WHAT NEEDS TO BE DONE:
Whenever a line in the entries below contains "service", copy that line.

EXERCISE MATERIAL Start Marker

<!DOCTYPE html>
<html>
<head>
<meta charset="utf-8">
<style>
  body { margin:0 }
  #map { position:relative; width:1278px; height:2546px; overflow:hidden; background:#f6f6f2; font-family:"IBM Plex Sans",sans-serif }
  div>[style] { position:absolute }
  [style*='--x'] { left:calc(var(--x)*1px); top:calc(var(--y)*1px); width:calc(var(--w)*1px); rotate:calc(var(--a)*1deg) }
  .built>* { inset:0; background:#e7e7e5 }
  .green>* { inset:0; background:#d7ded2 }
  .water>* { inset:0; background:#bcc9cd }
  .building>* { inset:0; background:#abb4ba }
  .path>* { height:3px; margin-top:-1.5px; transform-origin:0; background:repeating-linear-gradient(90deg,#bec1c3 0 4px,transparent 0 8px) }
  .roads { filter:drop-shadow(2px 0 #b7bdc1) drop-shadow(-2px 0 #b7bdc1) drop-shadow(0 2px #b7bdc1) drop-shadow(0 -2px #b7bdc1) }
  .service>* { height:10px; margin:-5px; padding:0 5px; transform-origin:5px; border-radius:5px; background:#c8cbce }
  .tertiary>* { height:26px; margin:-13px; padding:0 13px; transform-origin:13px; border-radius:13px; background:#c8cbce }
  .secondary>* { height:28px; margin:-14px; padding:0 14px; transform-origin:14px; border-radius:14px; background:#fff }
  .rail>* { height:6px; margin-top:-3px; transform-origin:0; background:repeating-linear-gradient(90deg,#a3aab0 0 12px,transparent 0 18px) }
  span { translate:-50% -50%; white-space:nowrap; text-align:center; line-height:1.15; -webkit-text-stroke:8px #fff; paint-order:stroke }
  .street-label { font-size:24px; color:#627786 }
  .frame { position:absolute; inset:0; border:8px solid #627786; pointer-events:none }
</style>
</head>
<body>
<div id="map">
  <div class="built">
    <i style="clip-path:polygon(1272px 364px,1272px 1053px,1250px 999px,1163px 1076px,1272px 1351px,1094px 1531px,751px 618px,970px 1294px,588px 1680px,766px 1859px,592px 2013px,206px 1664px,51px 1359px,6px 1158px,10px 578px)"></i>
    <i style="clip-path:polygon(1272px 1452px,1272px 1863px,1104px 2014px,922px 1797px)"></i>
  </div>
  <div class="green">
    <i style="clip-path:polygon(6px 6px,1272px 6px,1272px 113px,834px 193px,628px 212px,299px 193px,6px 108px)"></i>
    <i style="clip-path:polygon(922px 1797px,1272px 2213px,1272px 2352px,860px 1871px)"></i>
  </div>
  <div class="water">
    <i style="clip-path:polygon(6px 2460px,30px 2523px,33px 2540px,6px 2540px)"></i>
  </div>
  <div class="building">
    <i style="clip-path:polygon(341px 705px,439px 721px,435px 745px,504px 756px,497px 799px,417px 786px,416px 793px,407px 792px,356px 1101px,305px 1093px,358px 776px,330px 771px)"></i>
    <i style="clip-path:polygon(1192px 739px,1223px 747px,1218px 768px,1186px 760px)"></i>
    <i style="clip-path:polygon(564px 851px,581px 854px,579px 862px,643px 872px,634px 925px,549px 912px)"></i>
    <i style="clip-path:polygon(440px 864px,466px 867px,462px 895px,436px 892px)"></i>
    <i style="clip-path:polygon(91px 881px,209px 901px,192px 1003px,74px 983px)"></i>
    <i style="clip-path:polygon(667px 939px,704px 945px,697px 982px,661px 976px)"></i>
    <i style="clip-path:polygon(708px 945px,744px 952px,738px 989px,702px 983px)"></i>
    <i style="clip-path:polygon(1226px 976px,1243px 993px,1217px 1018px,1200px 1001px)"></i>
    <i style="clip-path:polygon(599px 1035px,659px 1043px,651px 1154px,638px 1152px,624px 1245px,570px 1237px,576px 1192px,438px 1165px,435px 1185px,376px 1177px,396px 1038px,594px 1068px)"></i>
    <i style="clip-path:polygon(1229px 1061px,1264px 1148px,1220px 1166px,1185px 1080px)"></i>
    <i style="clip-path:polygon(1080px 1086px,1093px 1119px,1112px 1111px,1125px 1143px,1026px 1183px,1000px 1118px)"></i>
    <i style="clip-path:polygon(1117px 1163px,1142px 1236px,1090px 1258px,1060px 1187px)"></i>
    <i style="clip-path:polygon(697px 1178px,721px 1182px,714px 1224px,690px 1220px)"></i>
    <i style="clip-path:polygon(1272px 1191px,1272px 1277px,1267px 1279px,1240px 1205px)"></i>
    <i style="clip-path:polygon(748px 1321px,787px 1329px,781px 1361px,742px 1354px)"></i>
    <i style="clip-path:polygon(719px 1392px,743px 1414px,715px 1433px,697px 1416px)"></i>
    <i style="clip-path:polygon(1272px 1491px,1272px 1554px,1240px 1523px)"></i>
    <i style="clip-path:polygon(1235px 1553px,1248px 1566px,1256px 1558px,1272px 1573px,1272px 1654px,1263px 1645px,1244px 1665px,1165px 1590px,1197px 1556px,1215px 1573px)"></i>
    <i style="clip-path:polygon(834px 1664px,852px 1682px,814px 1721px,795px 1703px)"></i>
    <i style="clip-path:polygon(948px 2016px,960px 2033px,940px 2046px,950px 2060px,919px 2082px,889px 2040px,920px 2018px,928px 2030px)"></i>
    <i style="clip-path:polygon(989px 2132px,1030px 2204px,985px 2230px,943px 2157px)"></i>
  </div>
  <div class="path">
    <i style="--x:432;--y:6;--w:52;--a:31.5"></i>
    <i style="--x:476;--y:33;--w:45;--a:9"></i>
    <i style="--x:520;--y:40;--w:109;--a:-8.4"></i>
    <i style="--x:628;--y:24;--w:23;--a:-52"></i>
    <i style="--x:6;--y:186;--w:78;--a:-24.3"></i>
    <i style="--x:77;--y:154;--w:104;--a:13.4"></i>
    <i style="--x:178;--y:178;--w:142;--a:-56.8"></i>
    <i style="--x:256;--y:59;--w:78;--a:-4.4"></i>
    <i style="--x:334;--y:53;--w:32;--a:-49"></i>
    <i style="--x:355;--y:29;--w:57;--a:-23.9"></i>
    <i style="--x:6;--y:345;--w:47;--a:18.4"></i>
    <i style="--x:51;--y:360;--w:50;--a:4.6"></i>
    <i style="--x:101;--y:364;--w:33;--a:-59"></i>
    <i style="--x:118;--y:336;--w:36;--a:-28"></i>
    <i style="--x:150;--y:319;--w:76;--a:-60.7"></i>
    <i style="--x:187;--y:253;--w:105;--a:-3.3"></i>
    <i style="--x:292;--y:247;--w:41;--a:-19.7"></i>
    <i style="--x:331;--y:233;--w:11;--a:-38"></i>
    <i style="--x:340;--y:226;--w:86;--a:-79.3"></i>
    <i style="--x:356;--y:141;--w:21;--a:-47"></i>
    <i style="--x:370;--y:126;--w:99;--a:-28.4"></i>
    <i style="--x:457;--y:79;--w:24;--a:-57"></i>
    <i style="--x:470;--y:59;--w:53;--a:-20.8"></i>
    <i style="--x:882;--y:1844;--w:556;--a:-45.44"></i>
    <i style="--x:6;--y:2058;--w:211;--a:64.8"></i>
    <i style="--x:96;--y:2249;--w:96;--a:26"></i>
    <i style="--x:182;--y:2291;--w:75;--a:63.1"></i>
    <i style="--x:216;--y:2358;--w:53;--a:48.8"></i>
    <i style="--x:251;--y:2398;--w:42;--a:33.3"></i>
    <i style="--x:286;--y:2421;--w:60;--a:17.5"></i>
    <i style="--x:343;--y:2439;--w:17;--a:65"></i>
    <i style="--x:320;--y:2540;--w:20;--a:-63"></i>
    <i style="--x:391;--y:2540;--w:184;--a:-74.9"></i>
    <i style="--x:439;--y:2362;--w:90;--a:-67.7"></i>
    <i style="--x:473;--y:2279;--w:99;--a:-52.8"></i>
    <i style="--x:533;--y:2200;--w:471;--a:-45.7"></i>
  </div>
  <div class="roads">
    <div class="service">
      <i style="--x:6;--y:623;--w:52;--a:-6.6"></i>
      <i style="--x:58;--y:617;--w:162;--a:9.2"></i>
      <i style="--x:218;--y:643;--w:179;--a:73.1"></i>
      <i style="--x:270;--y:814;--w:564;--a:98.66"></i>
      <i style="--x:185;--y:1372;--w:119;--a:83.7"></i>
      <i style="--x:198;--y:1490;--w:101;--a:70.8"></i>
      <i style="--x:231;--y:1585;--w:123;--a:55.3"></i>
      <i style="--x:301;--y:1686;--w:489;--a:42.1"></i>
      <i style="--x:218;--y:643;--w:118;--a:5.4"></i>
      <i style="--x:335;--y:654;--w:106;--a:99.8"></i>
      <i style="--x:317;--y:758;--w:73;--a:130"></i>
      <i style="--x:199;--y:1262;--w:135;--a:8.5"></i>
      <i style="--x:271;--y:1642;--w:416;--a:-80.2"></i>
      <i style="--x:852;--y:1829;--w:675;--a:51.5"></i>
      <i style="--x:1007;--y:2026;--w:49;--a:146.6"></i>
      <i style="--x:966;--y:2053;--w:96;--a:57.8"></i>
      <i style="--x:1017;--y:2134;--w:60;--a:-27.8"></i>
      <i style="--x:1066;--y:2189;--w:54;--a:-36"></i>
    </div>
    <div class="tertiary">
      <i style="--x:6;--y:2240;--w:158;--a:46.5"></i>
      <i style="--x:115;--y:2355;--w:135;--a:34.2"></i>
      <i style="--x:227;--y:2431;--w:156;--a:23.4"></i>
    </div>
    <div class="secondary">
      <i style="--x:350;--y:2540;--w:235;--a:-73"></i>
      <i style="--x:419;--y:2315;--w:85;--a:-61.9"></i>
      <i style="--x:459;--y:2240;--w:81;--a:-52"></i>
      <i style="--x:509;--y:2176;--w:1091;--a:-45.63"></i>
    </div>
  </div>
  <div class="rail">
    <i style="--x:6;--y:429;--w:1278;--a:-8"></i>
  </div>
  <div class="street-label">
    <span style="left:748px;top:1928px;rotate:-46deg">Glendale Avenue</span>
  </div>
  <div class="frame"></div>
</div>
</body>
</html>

EXERCISE MATERIAL End Marker

RESPONSE BOX:
  .service>* { height:10px; margin:-5px; padding:0 5px; transform-origin:5px; border-radius:5px; background:#c8cbce }
    <div class="service">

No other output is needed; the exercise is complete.